DUE DILIGENCE – GENERAL
- Why is the owner selling. Are they slowing down, or is the business slowing down?
- What has been the overall growth /profitability trend. Is it promising or frightening, and can the buyer improve it?
- Where will growth come from. Better sales and marketing plans, product expansion, geographic expansion, strategic alliances?
- What is the outlook for competition and pricing. What is the current industry landscape, and what’s over the horizon?
- What is the outlook for technological change and obsolescence. How have similar businesses been impacted?
- What is the outlook for regulatory/legal change. Who can you turn to for expert analysis of this complex area?
- Where will new employees come from. Is there a ready supply of qualified workers, and will you have to compete for them with larger companies?
- What are the overall competitive advantages. How sustainable are they?
DUE DILIGENCE – SPECIFIC OPERATIONAL AREAS
- Management and employees. Who will you need to retain? Or replace?
- Product and service lines.

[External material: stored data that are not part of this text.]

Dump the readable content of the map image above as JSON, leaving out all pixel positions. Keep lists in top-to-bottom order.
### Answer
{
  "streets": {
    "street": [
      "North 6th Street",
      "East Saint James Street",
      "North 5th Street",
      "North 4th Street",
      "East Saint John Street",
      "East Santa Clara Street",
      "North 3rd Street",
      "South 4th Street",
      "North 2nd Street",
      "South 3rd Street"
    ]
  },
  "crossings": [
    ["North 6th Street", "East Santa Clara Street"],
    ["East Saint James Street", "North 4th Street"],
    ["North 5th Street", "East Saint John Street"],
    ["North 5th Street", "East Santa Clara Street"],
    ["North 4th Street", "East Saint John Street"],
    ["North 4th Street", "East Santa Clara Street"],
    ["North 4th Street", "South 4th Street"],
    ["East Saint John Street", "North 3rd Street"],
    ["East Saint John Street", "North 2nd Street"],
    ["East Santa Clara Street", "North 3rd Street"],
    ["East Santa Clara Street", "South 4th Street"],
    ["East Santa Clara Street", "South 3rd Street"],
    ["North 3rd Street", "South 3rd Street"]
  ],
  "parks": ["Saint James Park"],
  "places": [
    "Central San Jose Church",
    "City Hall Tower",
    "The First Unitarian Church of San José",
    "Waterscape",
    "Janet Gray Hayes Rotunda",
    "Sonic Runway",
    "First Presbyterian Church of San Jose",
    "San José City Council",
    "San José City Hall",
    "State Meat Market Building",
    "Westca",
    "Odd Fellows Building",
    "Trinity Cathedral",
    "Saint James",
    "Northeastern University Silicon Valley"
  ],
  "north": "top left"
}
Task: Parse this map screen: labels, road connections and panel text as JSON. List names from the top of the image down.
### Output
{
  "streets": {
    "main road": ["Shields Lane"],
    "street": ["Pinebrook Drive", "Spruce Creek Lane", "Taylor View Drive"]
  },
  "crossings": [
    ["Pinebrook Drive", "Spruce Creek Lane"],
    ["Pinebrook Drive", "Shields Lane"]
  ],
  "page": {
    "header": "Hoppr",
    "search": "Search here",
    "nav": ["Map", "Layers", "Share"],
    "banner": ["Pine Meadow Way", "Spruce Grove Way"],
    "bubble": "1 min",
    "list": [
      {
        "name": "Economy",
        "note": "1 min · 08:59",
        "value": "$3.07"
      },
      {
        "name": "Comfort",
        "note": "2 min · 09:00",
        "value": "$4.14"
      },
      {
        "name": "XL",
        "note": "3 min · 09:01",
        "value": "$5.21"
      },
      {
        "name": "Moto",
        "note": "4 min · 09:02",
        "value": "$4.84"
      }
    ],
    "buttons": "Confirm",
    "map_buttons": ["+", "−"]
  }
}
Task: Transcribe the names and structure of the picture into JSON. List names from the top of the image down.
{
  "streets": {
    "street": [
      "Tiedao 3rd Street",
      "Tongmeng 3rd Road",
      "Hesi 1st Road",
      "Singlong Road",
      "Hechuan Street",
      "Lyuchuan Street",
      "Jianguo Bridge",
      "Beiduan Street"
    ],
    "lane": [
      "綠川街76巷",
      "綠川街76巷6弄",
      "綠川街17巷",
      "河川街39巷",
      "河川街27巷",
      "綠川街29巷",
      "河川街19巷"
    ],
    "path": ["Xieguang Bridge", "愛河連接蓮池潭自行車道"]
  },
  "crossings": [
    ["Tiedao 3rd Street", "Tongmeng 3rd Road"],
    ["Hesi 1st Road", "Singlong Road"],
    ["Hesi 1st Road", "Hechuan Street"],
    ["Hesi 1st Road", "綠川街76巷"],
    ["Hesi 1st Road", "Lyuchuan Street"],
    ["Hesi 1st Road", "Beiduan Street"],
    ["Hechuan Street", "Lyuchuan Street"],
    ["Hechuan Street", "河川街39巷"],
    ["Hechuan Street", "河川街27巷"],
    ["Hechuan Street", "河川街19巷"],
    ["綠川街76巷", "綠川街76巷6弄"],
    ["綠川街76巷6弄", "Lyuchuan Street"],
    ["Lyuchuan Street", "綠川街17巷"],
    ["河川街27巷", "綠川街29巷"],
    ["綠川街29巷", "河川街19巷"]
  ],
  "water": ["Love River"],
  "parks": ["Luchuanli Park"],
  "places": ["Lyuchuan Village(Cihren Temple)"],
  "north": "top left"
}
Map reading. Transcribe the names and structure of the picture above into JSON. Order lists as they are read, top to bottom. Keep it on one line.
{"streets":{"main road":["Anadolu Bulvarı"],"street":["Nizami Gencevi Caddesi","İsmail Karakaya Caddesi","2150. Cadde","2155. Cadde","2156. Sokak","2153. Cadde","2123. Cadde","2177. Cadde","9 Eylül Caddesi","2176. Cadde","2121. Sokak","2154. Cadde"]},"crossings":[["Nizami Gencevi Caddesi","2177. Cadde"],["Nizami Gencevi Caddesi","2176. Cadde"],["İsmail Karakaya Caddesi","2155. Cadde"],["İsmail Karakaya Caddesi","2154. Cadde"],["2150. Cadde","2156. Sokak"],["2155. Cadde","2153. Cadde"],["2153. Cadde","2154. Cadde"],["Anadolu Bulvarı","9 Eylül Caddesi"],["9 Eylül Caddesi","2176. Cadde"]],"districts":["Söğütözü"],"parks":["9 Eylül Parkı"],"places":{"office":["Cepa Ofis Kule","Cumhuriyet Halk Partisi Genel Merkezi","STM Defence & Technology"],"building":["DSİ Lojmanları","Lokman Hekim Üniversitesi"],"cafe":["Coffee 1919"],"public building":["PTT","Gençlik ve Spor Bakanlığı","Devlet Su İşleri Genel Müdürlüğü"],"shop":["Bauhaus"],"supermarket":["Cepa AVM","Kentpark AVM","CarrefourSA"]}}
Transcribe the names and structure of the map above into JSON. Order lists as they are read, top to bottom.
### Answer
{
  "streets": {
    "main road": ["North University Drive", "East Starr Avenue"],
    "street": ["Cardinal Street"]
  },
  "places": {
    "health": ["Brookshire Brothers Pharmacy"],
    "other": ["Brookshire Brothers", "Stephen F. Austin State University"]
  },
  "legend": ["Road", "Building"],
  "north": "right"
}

Do you know which are profitable, which are extendible, which are fading in value?
- Competitors. What do you know about the specific competitors, their strengths and weaknesses, and the won-lost record when bidding against them?
- Customers. What do you know about specific customers, the number and size (if businesses), how much revenue is derived from the top 5 customers, how healthy the customers are financially?
- Key vendors and service providers. Are vendor relationships healthy, are there multiple vendors so supplies are assured, is pricing competitive?
- Fixed assets. In addition to age, condition and required maintenance, how much capacity for growth is there?
- Inventory. What is the age and turnover, how well is it tracked, is storage appropriate and secure, with room for growth?
- Intellectual property. Is it identified and protected? Will you acquire all rights to it? Is it a sustainable advantage?
- Technology, hardware and software. Can you get a thorough review of the functionality, reliability, security, and scalability? Are all licenses current?
- Marketing, brand recognition. Does the business have widespread recognition? Is it positive? Can you envision the products and services as leaders in the industry?
DUE DILIGENCE – FINANCIAL AND LEGAL
- Legal and regulatory compliance.
- Environmental issues.
- Three year (minimum) financial performance: P&L, Balance Sheet, Cash Flow.
- Banking and Financing agreements, liens.